### Description of the task
When you have gone through the entries below, state how many lines include the word "Output" and write nothing else.
START Dataset records
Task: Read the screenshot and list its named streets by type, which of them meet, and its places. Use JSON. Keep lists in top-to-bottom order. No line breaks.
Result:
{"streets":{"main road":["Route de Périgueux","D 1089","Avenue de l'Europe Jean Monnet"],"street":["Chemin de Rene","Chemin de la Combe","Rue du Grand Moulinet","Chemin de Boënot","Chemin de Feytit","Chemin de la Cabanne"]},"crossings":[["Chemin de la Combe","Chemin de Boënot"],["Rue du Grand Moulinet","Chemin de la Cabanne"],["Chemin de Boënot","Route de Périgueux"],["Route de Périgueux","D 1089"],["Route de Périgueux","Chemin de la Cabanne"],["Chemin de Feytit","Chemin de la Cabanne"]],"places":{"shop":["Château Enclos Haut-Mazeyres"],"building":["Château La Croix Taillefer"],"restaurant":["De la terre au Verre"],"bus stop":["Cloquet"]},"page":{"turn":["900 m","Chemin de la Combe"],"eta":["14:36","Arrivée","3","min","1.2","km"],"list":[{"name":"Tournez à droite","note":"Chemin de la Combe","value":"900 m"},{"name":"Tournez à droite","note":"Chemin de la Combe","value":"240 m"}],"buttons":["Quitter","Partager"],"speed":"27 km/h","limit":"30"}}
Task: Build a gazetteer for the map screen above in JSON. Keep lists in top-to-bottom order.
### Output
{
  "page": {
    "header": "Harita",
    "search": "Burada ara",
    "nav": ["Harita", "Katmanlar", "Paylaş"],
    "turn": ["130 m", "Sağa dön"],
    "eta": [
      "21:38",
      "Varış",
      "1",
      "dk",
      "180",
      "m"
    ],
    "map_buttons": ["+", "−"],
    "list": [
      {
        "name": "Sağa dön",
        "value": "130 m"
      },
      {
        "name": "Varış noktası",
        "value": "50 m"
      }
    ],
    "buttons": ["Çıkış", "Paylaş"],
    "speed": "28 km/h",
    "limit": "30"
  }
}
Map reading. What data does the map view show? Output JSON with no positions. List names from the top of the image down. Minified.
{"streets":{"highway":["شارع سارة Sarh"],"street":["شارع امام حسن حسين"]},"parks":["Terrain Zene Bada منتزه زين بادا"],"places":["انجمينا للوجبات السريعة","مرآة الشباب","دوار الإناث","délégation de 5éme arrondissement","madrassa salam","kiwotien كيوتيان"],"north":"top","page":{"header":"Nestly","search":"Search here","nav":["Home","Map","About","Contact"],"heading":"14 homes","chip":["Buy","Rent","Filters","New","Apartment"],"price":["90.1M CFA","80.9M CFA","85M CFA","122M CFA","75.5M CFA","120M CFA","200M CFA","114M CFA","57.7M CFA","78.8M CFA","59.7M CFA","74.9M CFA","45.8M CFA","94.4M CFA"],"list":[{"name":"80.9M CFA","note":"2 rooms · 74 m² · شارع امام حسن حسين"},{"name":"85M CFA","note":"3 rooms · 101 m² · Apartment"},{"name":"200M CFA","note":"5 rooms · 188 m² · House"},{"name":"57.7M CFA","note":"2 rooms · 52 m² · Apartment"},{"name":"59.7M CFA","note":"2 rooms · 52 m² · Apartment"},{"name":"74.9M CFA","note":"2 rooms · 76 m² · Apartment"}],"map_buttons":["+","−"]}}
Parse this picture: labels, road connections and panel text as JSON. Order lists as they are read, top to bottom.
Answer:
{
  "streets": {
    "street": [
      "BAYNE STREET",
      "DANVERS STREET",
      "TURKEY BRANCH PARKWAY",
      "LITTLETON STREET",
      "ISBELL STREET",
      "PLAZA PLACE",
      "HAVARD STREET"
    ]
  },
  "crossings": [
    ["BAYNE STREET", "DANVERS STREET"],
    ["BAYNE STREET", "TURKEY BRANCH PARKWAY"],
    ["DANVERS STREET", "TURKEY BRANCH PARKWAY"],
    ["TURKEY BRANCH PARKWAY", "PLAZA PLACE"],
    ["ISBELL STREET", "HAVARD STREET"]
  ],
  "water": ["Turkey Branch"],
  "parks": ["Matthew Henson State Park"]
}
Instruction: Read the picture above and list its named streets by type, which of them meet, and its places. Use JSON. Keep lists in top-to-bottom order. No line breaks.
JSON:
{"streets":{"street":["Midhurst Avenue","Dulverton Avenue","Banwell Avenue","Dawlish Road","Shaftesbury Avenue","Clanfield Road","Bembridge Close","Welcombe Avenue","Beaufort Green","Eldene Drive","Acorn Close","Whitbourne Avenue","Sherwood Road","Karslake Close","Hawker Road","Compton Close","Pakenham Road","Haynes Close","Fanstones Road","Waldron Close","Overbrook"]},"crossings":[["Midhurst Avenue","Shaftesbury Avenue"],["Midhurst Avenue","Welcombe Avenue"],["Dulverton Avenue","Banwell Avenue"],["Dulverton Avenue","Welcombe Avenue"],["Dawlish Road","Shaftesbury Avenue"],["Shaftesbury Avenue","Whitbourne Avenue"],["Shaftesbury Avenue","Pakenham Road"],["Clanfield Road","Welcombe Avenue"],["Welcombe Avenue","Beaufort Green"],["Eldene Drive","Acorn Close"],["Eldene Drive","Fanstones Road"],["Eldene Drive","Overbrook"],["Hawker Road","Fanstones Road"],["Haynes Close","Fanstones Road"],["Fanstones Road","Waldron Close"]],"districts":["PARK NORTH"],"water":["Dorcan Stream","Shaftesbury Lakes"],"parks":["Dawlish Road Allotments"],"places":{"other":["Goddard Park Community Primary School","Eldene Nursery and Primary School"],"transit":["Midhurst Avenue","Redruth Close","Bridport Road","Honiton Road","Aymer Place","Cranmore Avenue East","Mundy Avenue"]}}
END Dataset records
### Result for this task
2